Là bas, pour un film de 5 millions de dollars, le scénariste touchera, seul, un minimum de 65 000 dollars, sachant que ce montant est revalorisé de 2% tous les ans. Dans le cas d’un film supérieur à 5 millions de budget, le scénariste touchera, seul, 125 000 dollars. La différence avec la France est déjà énorme, car aux Etats-Unis, le scénariste est à sa place d’auteur.

Cela dit, ce système de rémunération au pourcentage a ses limites car même à Hollywood, au même titre que chez nous, il n’y a pas que des films à plus de 5 millions de budget. Toutefois, en règle générale, les budgets alloués à chaque scénariste – aux états unis plusieurs scénaristes peuvent travailler sur le même film – oscillent entre 2% et 5%, fourchette déjà supérieure à la moyenne Française.

Aux Etats-Unis, les dernières études montrent que les scénaristes gagnent entre 62 000 et 53 000 dollars. Cela dit, ne faites pas vos valises pour aller vous dorer la pilule sous le soleil de Californie en pensant toucher un jour le jackpot ! En 2011 la WGA notait que 46 % des scénaristes n’avaient pas travaillé l’année passé, rajouté à cela qu’un scénariste non syndiqué qui signe un contrat avec un producteur ne bénéficie pas de ces accords. En gros, les contrats sont malléables et en majorité tributaire des résultats d’exploitation.
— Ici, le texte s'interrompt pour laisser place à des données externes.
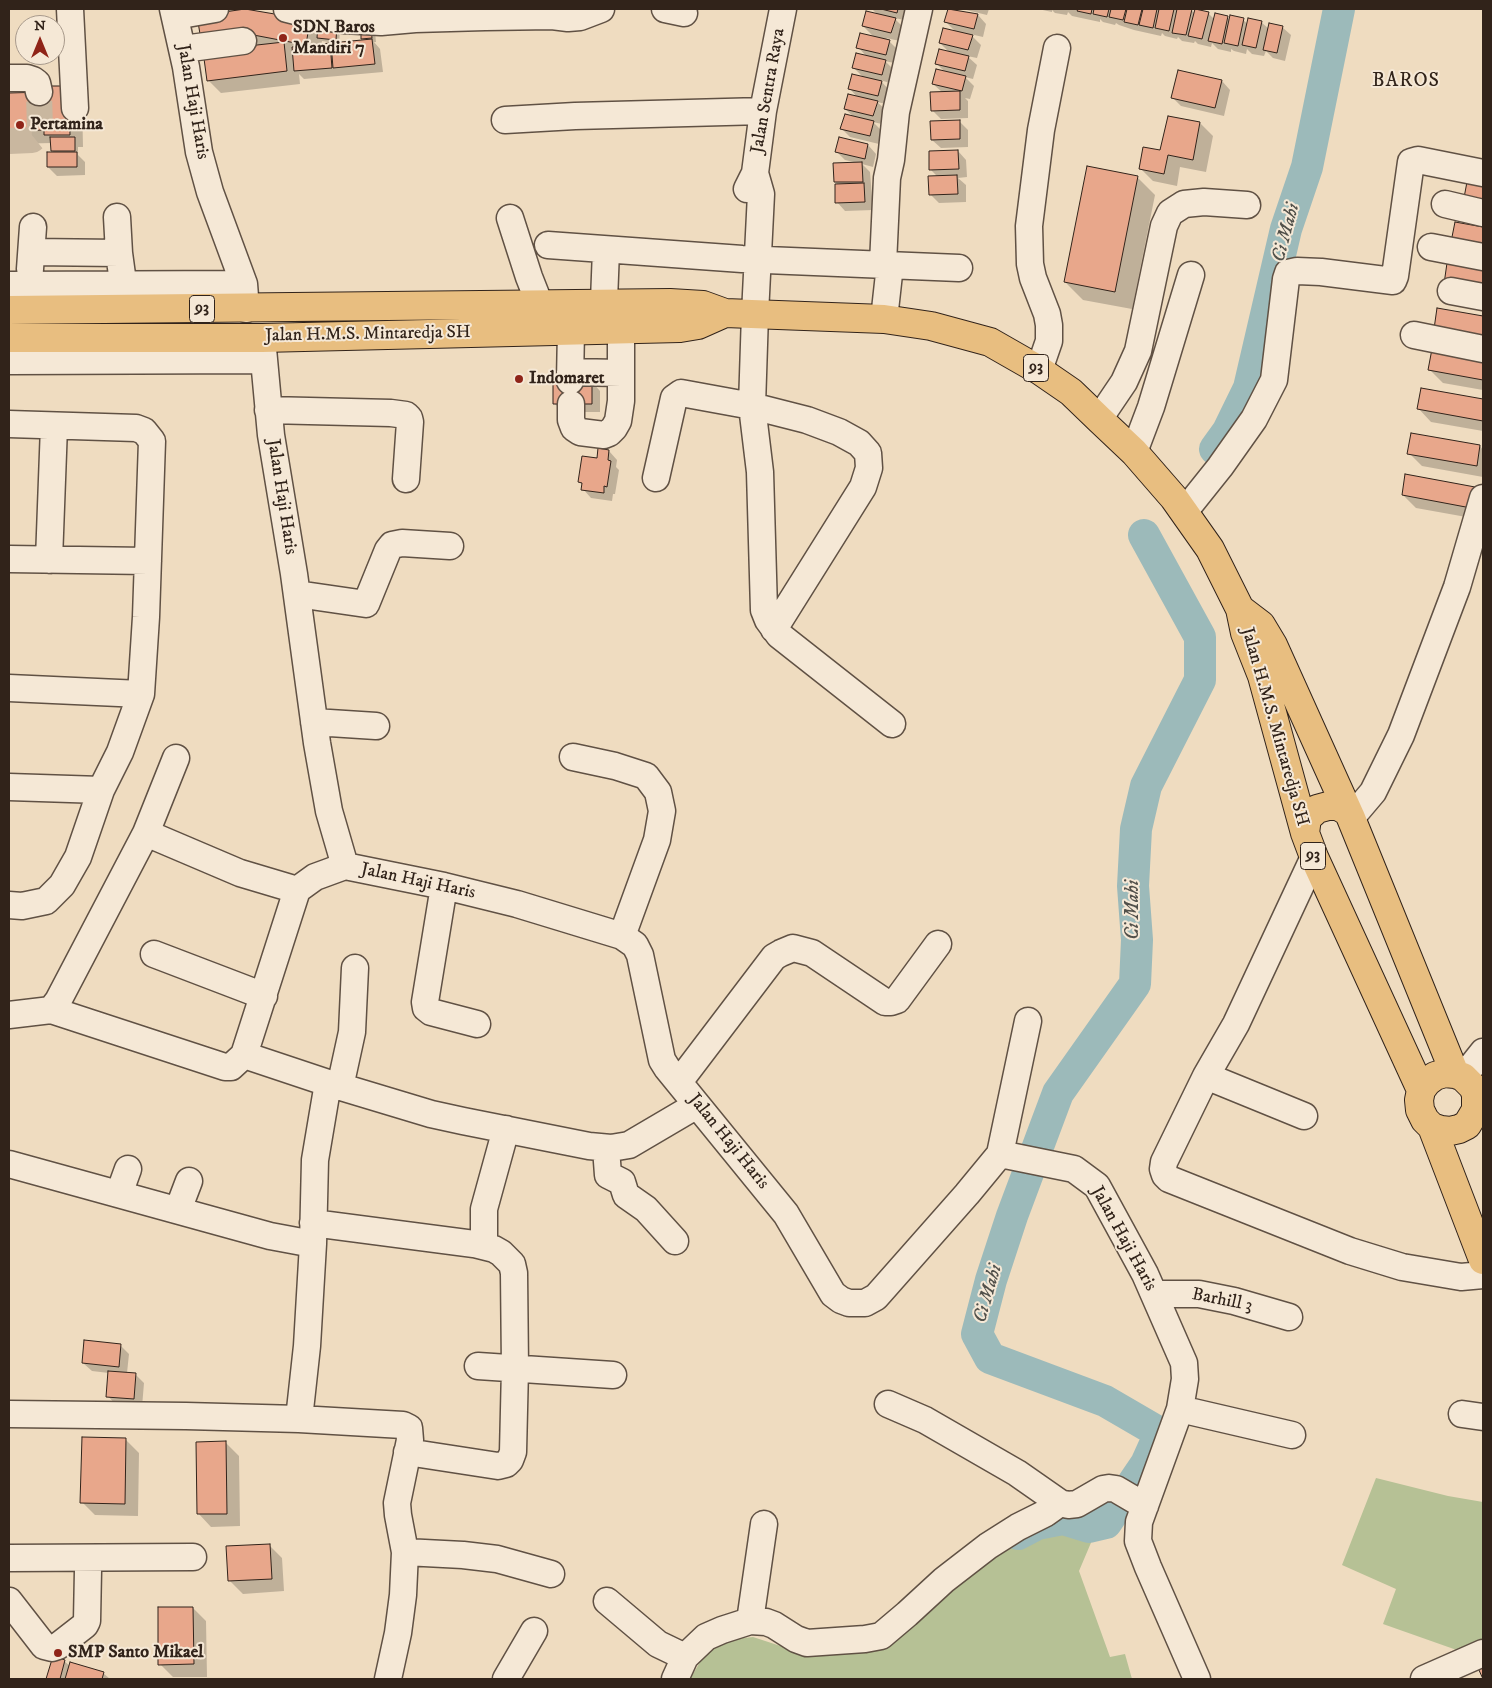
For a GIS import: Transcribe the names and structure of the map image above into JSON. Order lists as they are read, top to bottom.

La précarité est donc aussi de mise outre atlantique, mais la force de ces derniers est d’avoir encadré très rigoureusement chacune des étapes d’écriture d’un scénario. C’est cet aspect qui manque en France. D’ailleurs, la GUILDE est devenue signataire d’un accord pour le développement de la fiction avec France Télévision. La révolution est en marche… à pas de souris…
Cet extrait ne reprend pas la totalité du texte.